Forse l’unico “assalto” andato a segno sulle Generali è stato quello iniziale: quando ancora le scalate di Borsa non aprivano le prime pagine dei grandi media ed erano avvolte da aloni di mistero. Come appunto il mini-rastrellamento che giusto mezzo secolo fa consentì a Mediobanca e Lazard di mettere per la prima volta il guinzaglio al Leone di Trieste. Nel 1973 il 5% della compagnia fu chiuso a chiave dalle due banche d’affari in una cassaforte lussemburghese (Euralux), dando alle Generali un primo nocciolo duro proprietario innestato su due radici storiche: la finanza ebraica internazionale e quella laica nazionale (parziale scudo durante il ventennio fascista). Cinquant’anni dopo il controllo delle Generali è ancora di Mediobanca: con un pacchetto non così più corposo di quello di allora. E la banca – a sua volta – è riuscita a difendere la sua stessa autonomia dopo la scomparsa del fondatore Enrico Cuccia.
A nulla sono valsi svariati “assalti” diretti all’istituto, spesso motivati dalla volontà di impadronirsi della compagnia. E neppure le grandi manovre attorno alle Generali hanno scosso gli equilibri storici. La più nota è importante è stata un realtà un “contrassalto”: ordinato dal 2002 dal Governatore della Banca d’Italia Antonio Fazio. All’indomani della morte di Cuccia il delfino-erede Vincenzo Maranghi aveva “autoscalato” Mediobanca con l’aiuto del finanziere Vincent Bolloré e di altri investitori internazionali. Un rastrellamento “di sistema” (vi parteciparono tutte le grandi banche e fondazioni italiane) assediò la leadership di piazzetta Cuccia a Trieste: ottenne l’estromissione di Maranghi ma nulla di più. Né in Piazzetta Cuccia – per quanto ridimensionata -, né a Trieste: pure ormai lontana dei fasti che la vedevano pari grado fra le Big Three europee, con Axa e Allianz. Un personaggio del peso di Cesare Geronzi si era seduto nell’ufficio di presidenza del Leone, ma oggi è dimenticato. Il “co-equipier” di Cuccia nel blitz del 1973, Antoine Bernheim, è morto da tempo. Un top manager assicurativo rampante come Mario Greco ha sfruttato la massimo la poltrona di amministratore delegato del Leone, ma per catapultarsi al vertice di un gigante globale come Zurich (e senza voltarsi indietro, né sul piano personale, né su quello finanziario).

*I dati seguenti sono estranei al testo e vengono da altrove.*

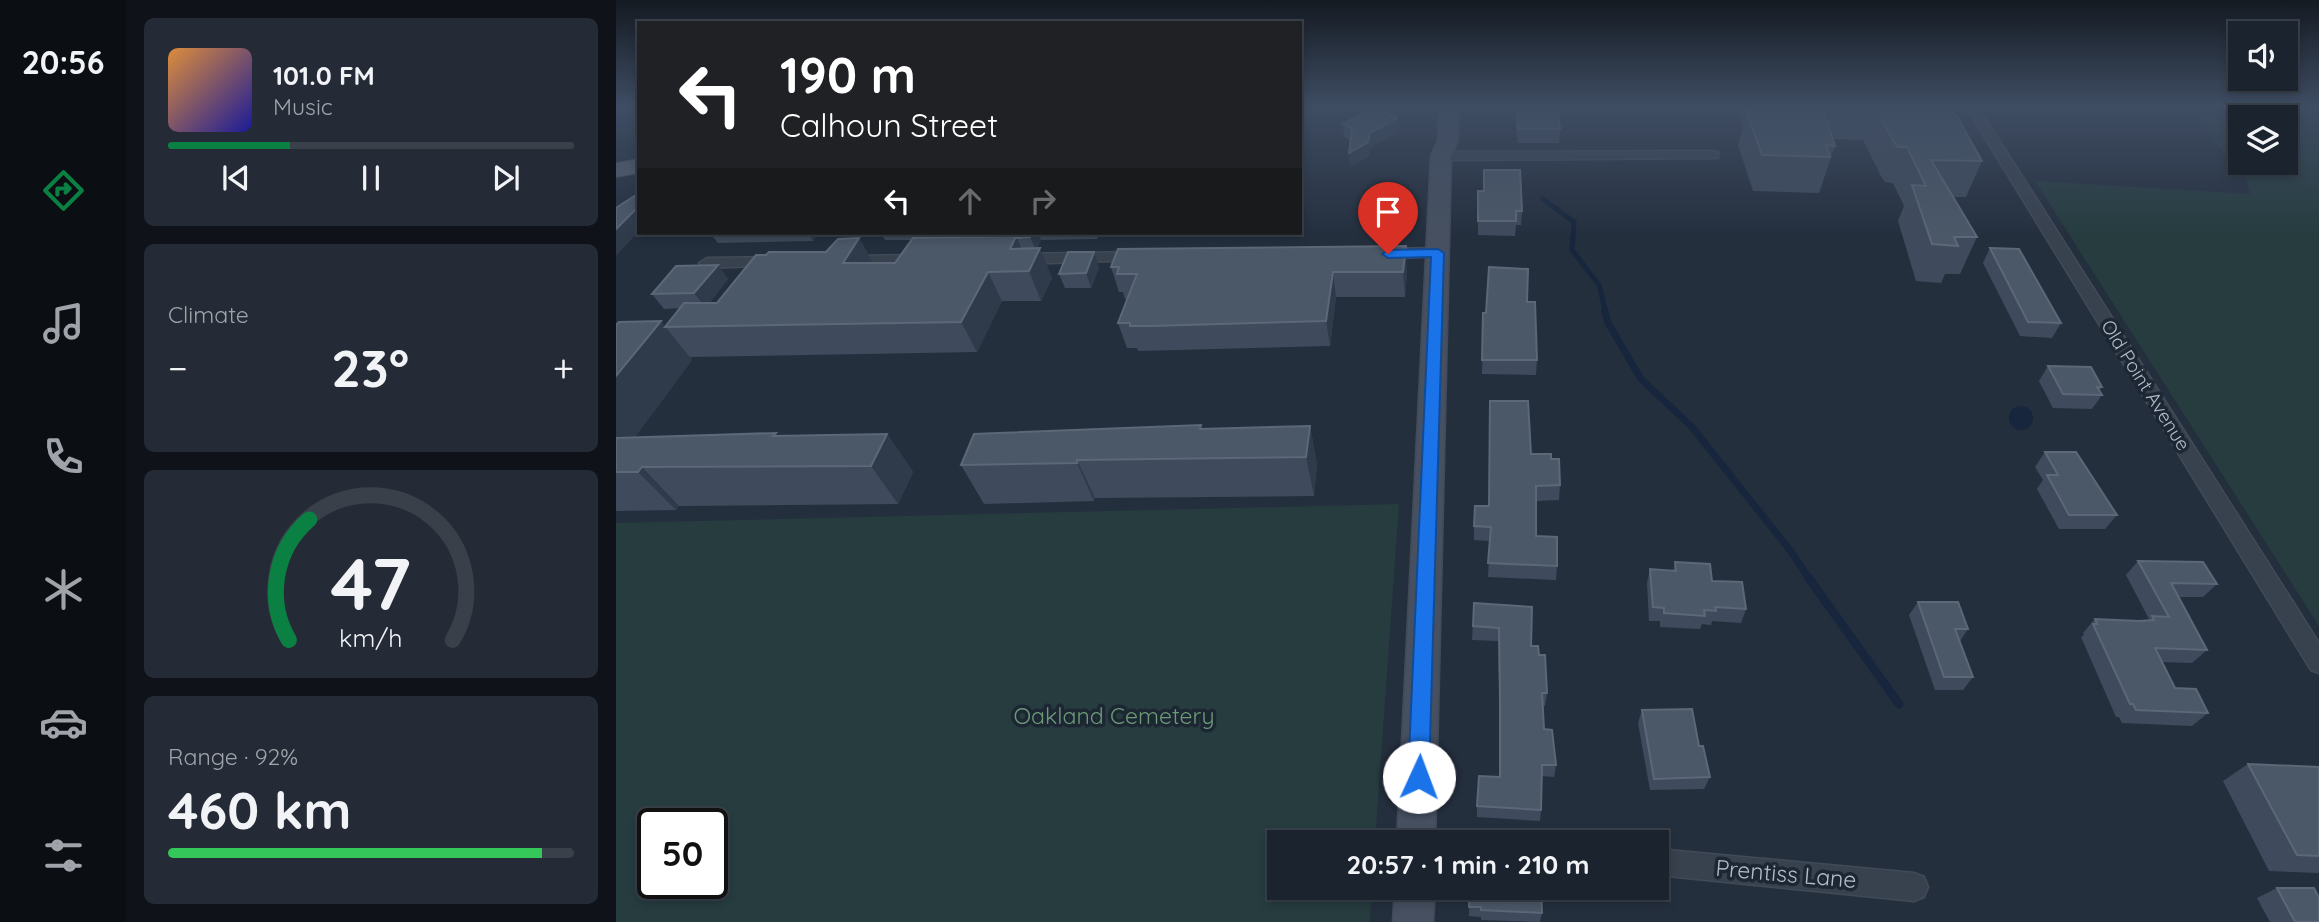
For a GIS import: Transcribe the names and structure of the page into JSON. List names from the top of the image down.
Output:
{
  "streets": {
    "street": ["Old Point Avenue", "Prentiss Lane"]
  },
  "parks": ["Oakland Cemetery"],
  "page": {
    "tabs": "20:56",
    "turn": ["190 m", "Calhoun Street"],
    "song": ["101.0 FM", "Music"],
    "tile": [
      "Climate",
      ["Range · 92%", "460 km"]
    ],
    "heat": ["−", "23°", "+"],
    "limit": "50",
    "trip": "20:57 · 1 min · 210 m",
    "gauge": ["47", "km/h"]
  }
}
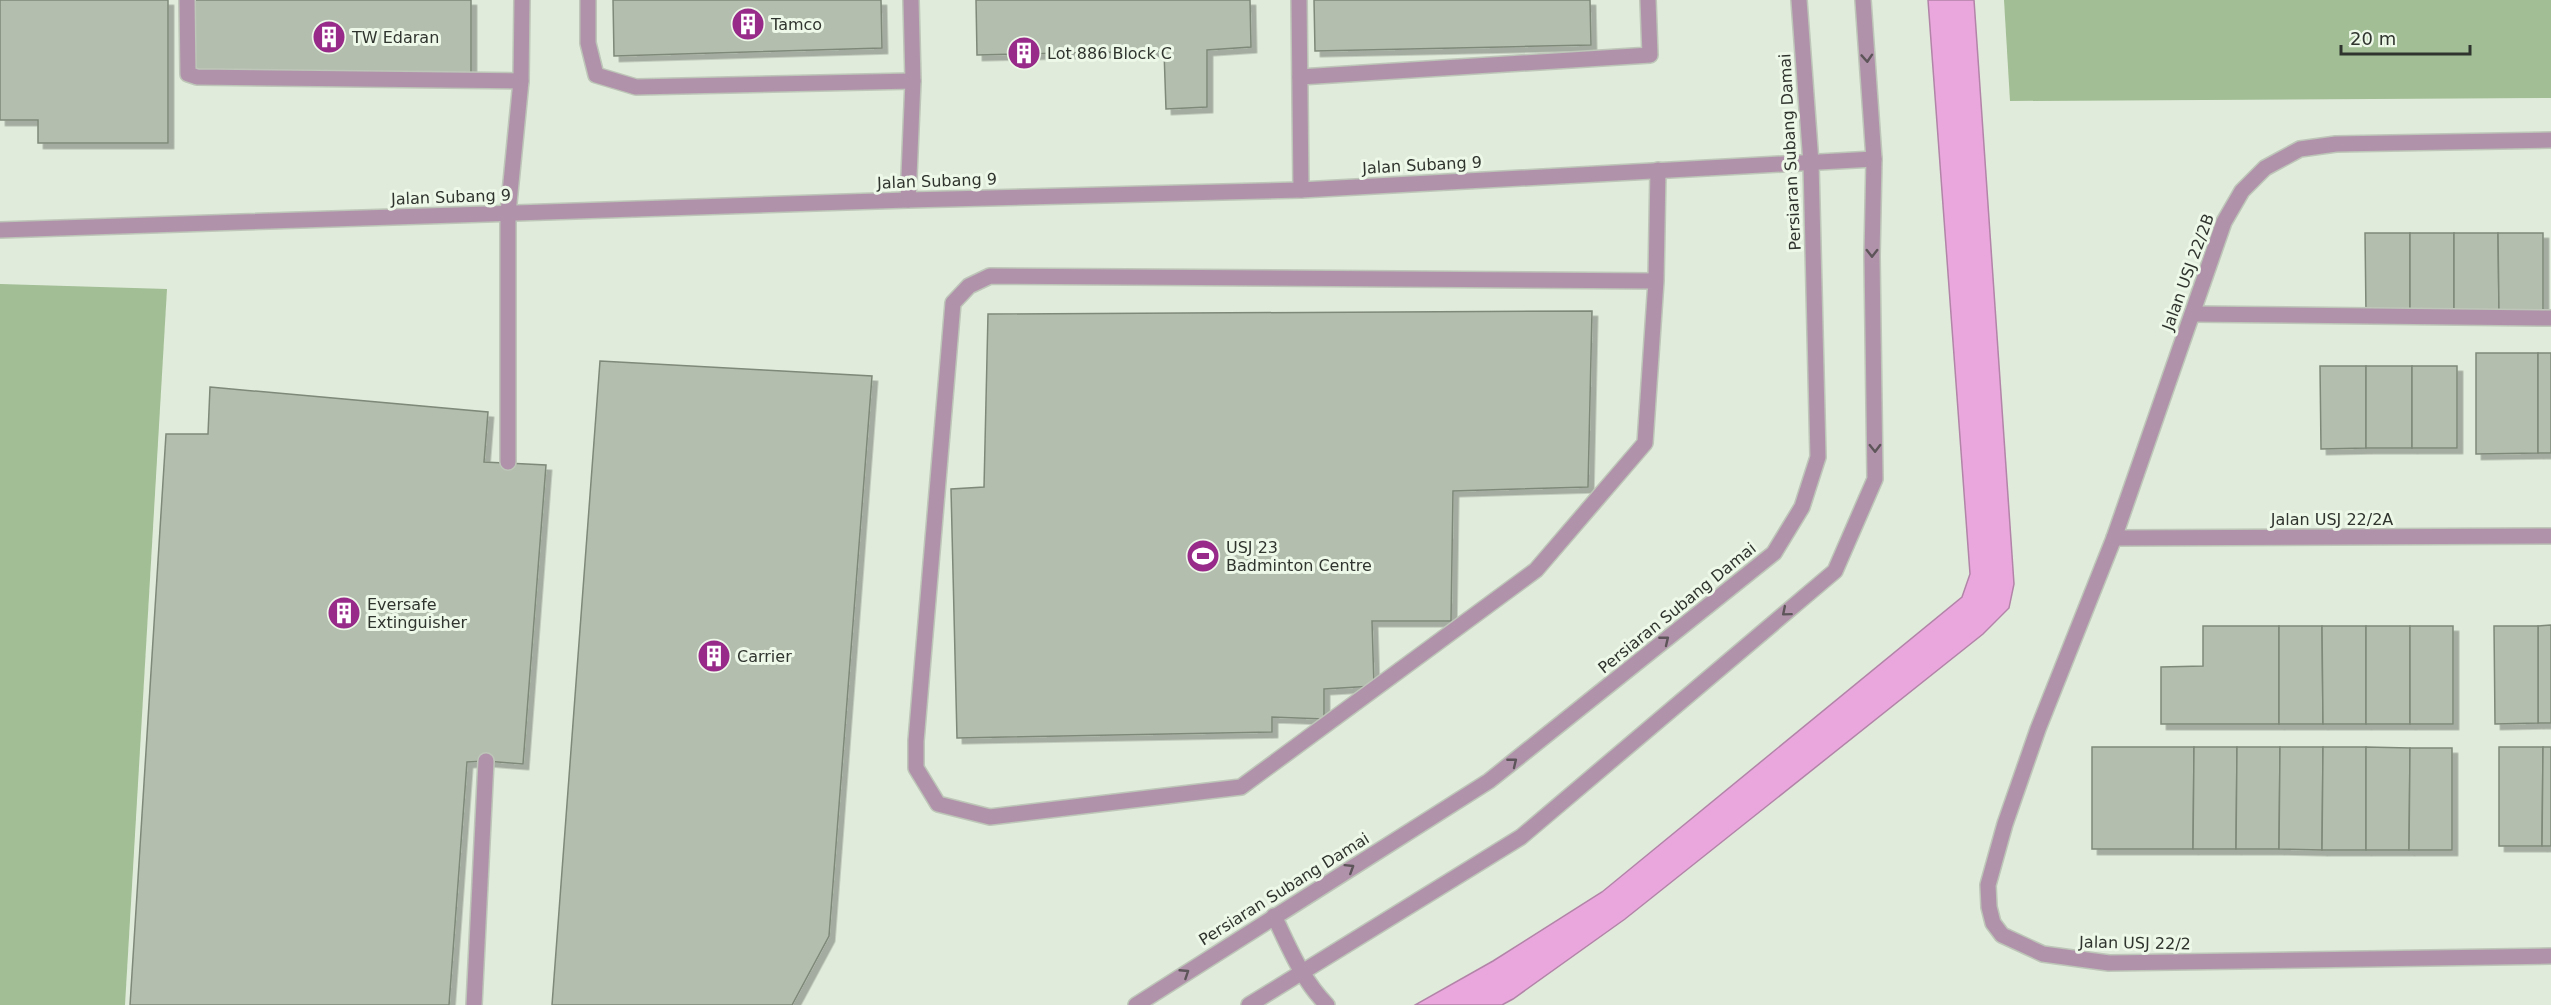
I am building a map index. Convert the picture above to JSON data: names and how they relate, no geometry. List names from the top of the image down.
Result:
{
  "streets": {
    "street": [
      "Persiaran Subang Damai",
      "Jalan Subang 9",
      "Jalan USJ 22/2B",
      "Jalan USJ 22/2A",
      "Jalan USJ 22/2"
    ]
  },
  "crossings": [
    ["Persiaran Subang Damai", "Jalan Subang 9"],
    ["Jalan USJ 22/2B", "Jalan USJ 22/2A"],
    ["Jalan USJ 22/2B", "Jalan USJ 22/2"],
    ["Jalan USJ 22/2A", "Jalan USJ 22/2"]
  ],
  "places": {
    "building": [
      "Tamco",
      "TW Edaran",
      "Lot 886 Block C",
      "Eversafe Extinguisher",
      "Carrier"
    ],
    "sports": ["USJ 23 Badminton Centre"]
  },
  "scale_bar": "20 m"
}
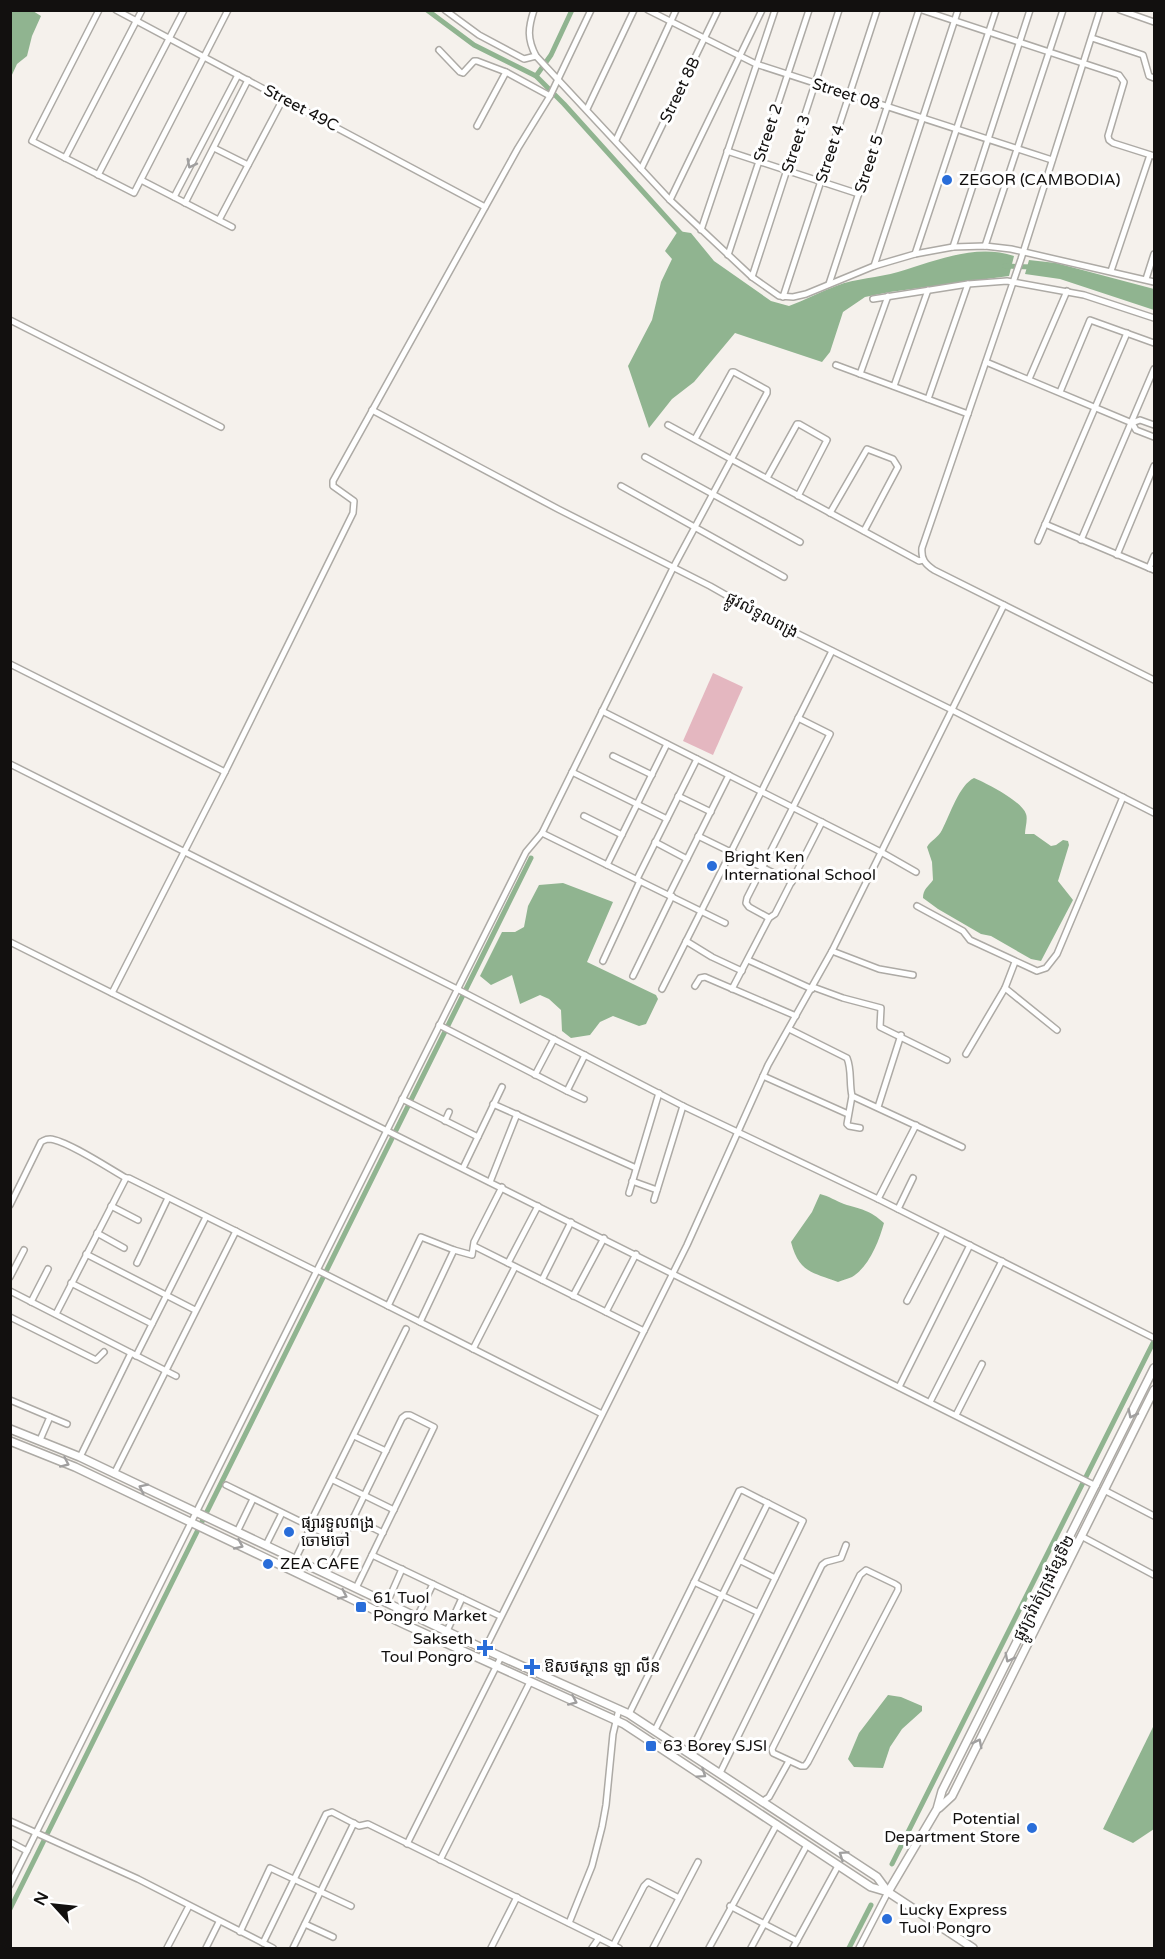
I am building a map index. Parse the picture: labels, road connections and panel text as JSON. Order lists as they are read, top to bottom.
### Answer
{
  "streets": {
    "main road": ["ផ្លូវក្រវ៉ាត់ក្រុងខ្សែទី២"],
    "street": [
      "Street 8B",
      "Street 08",
      "Street 49C",
      "Street 2",
      "Street 3",
      "Street 4",
      "Street 5",
      "ផ្លូវលំទួលពង្រ"
    ]
  },
  "crossings": [
    ["Street 8B", "Street 08"],
    ["Street 08", "Street 2"],
    ["Street 08", "Street 3"],
    ["Street 08", "Street 4"],
    ["Street 08", "Street 5"]
  ],
  "places": {
    "other": [
      "ZEGOR (CAMBODIA)",
      "Bright Ken International School",
      "ផ្សារទួលពង្រ ចោមចៅ",
      "ZEA CAFE",
      "Potential Department Store",
      "Lucky Express Tuol Pongro"
    ],
    "transit": ["61 Tuol Pongro Market", "63 Borey SJSI"],
    "health": ["Sakseth Toul Pongro", "ឱសថស្ថាន ឡា លីន"]
  },
  "north": "top left"
}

Non è un caso che i più recenti “assaltatori” del sistema fortificato Mediobanca-Generali – i finanzieri Leonardo Del Vecchio e Francesco Gaetano Caltagirone – abbiano giustificato la loro iniziative con l’ansia di non veder appannarsi quello che resta il vero gioiello del sistema finanziario italiano. E scomparso Del Vecchio – un anno fa – sembrava essere venuta meno anche l’ennesima “forza propulsiva” del capitalismo nazionale infine attratta verso Trieste. Ora invece Delfin (divenuta holding degli eredi Del Vecchio) ha chiesto di salire oltre il 10’% in Generali: non è del tutto chiaro se per un semplice passaggio amministrativo (così ieri sottende un passaggio interlocutorio della società) oppure con reale volontà di oltrepassare il Rubicone. Né – ancora una volta – è nitida l’esistenza o meno di un coordinamento con Caltagirone.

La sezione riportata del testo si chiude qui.